● EXERCISE AIM
Could you print the listing again exactly, omitting the pictures?

● DATA BLOCK
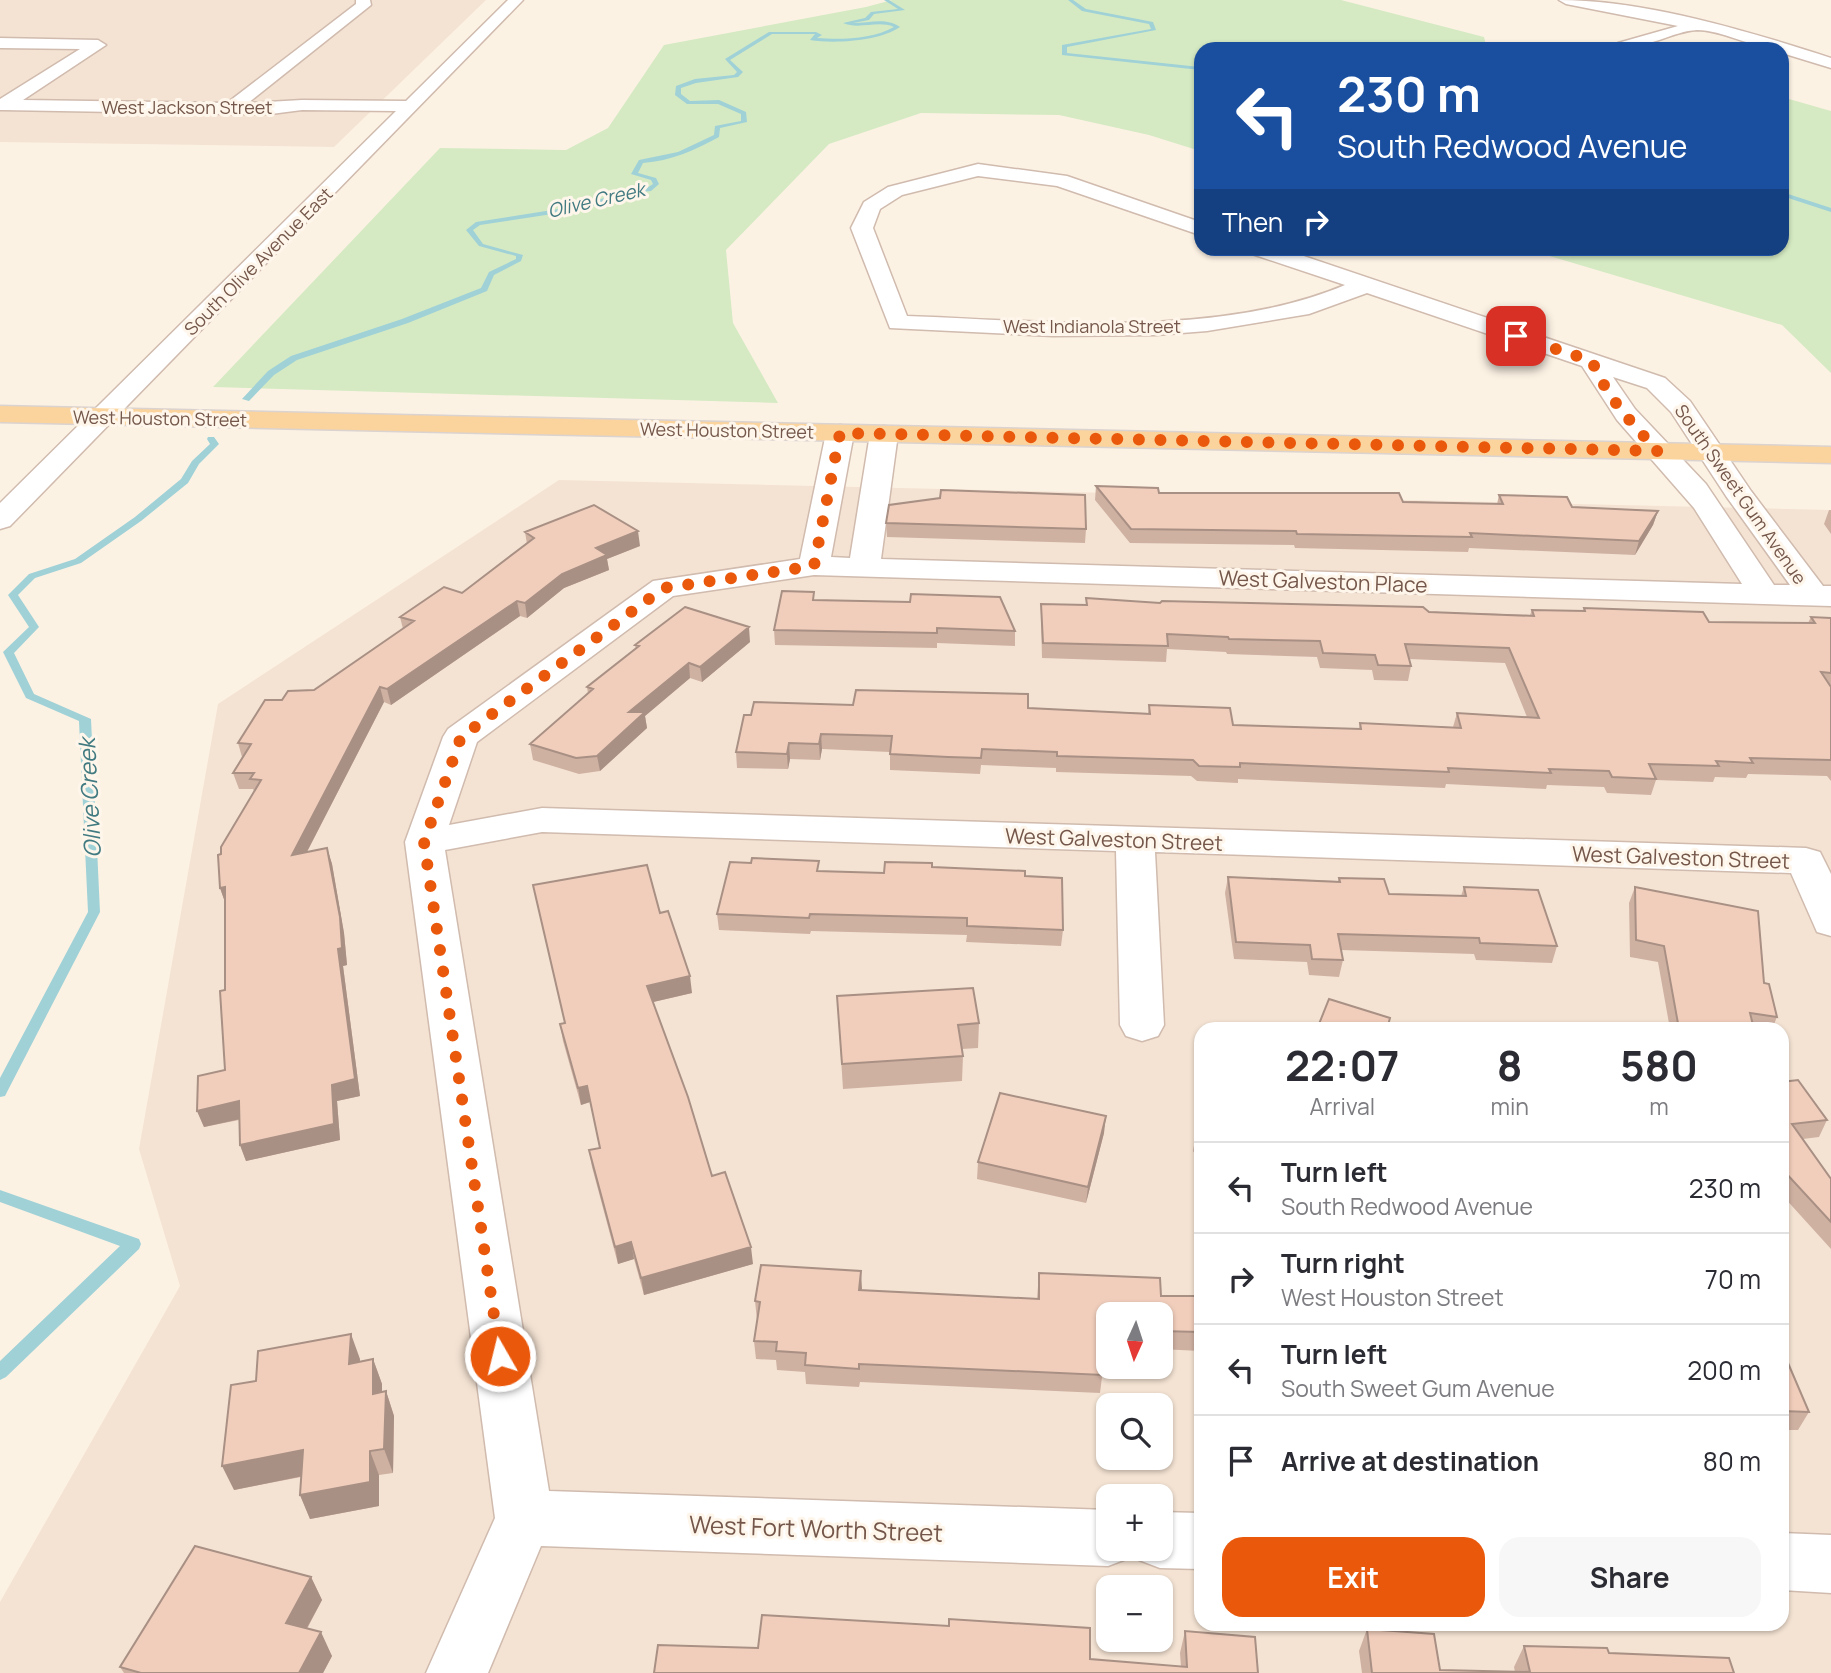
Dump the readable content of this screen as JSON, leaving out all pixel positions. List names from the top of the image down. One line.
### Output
{"streets":{"main road":["West Houston Street"],"street":["West Jackson Street","South Olive Avenue East","West Indianola Street","South Sweet Gum Avenue","West Galveston Place","West Galveston Street","West Fort Worth Street"]},"crossings":[["West Jackson Street","South Olive Avenue East"],["South Olive Avenue East","West Houston Street"],["West Indianola Street","South Sweet Gum Avenue"],["West Houston Street","South Sweet Gum Avenue"],["South Sweet Gum Avenue","West Galveston Place"],["West Galveston Place","West Galveston Street"]],"water":["Olive Creek"],"north":"bottom","page":{"turn":["230 m","South Redwood Avenue"],"then":"Then","eta":["22:07","Arrival","8","min","580","m"],"list":[{"name":"Turn left","note":"South Redwood Avenue","value":"230 m"},{"name":"Turn right","note":"West Houston Street","value":"70 m"},{"name":"Turn left","note":"South Sweet Gum Avenue","value":"200 m"},{"name":"Arrive at destination","value":"80 m"}],"map_buttons":["+","−"],"buttons":["Exit","Share"]}}
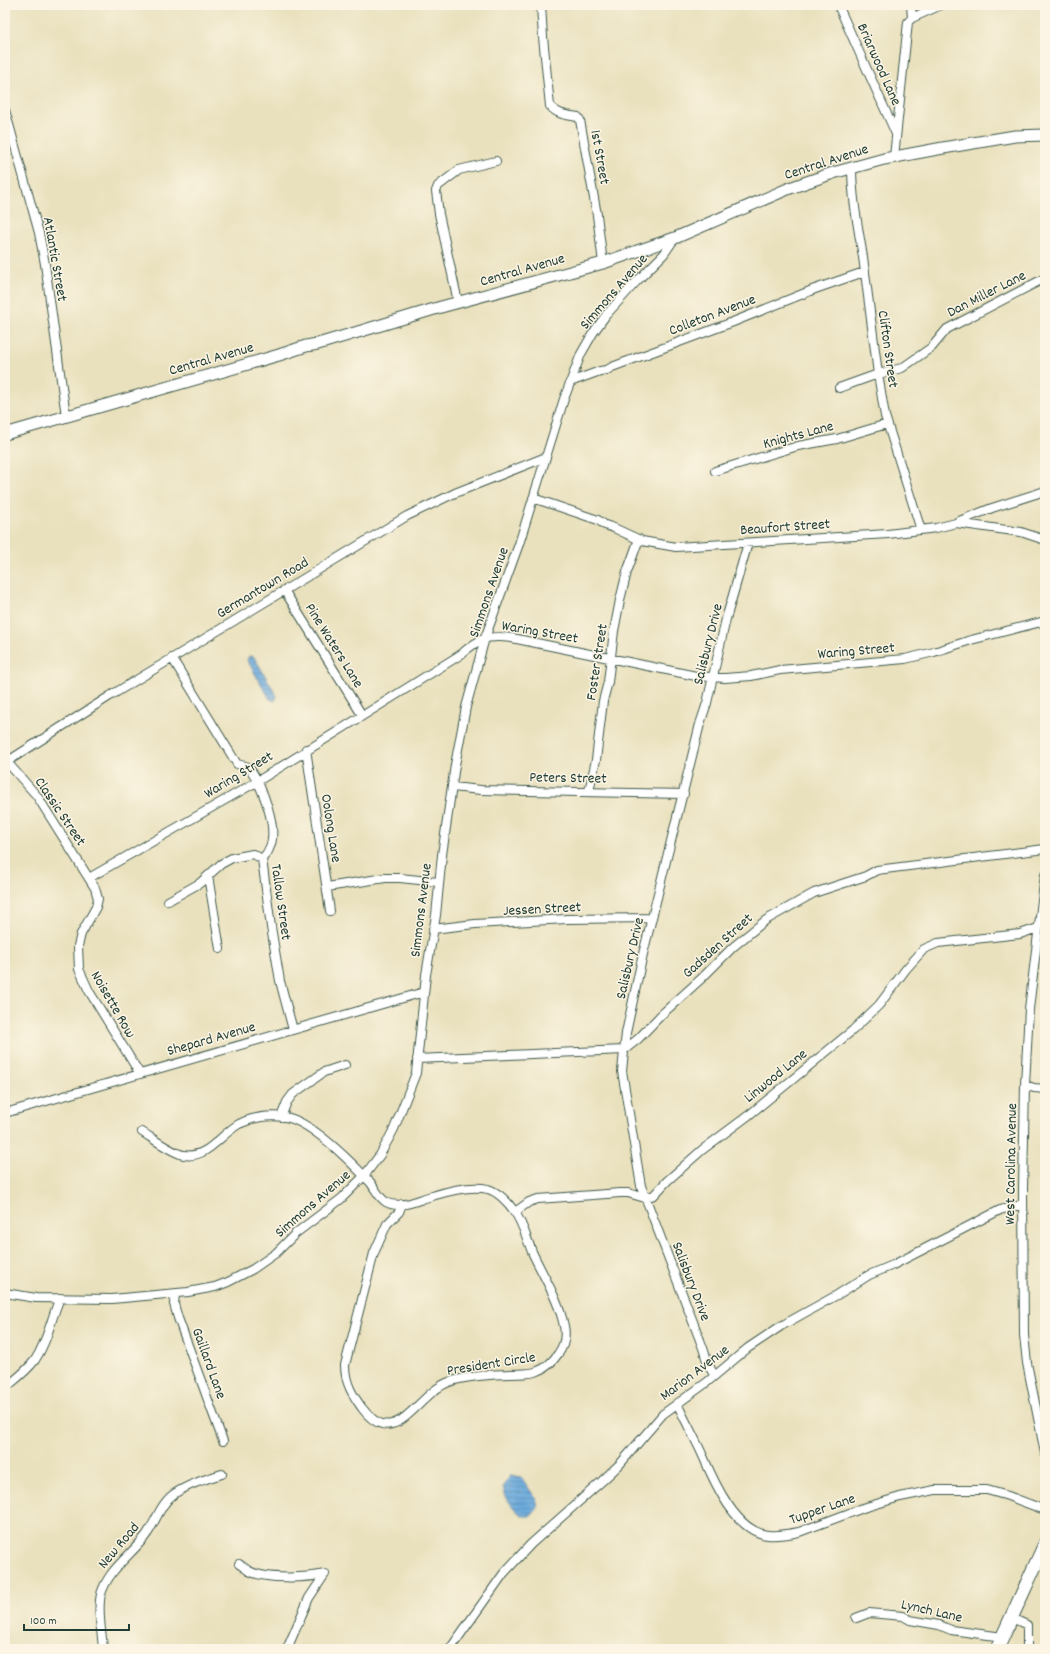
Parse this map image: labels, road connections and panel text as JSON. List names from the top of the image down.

● REPLY
Dump the readable content of this screen as JSON, leaving out all pixel positions. List names from the top of the image down. One line.
### Output
{"streets":{"main road":["West Houston Street"],"street":["West Jackson Street","South Olive Avenue East","West Indianola Street","South Sweet Gum Avenue","West Galveston Place","West Galveston Street","West Fort Worth Street"]},"crossings":[["West Jackson Street","South Olive Avenue East"],["South Olive Avenue East","West Houston Street"],["West Indianola Street","South Sweet Gum Avenue"],["West Houston Street","South Sweet Gum Avenue"],["South Sweet Gum Avenue","West Galveston Place"],["West Galveston Place","West Galveston Street"]],"water":["Olive Creek"],"north":"bottom","page":{"turn":["230 m","South Redwood Avenue"],"then":"Then","eta":["22:07","Arrival","8","min","580","m"],"list":[{"name":"Turn left","note":"South Redwood Avenue","value":"230 m"},{"name":"Turn right","note":"West Houston Street","value":"70 m"},{"name":"Turn left","note":"South Sweet Gum Avenue","value":"200 m"},{"name":"Arrive at destination","value":"80 m"}],"map_buttons":["+","−"],"buttons":["Exit","Share"]}}
Parse this map image: labels, road connections and panel text as JSON. List names from the top of the image down.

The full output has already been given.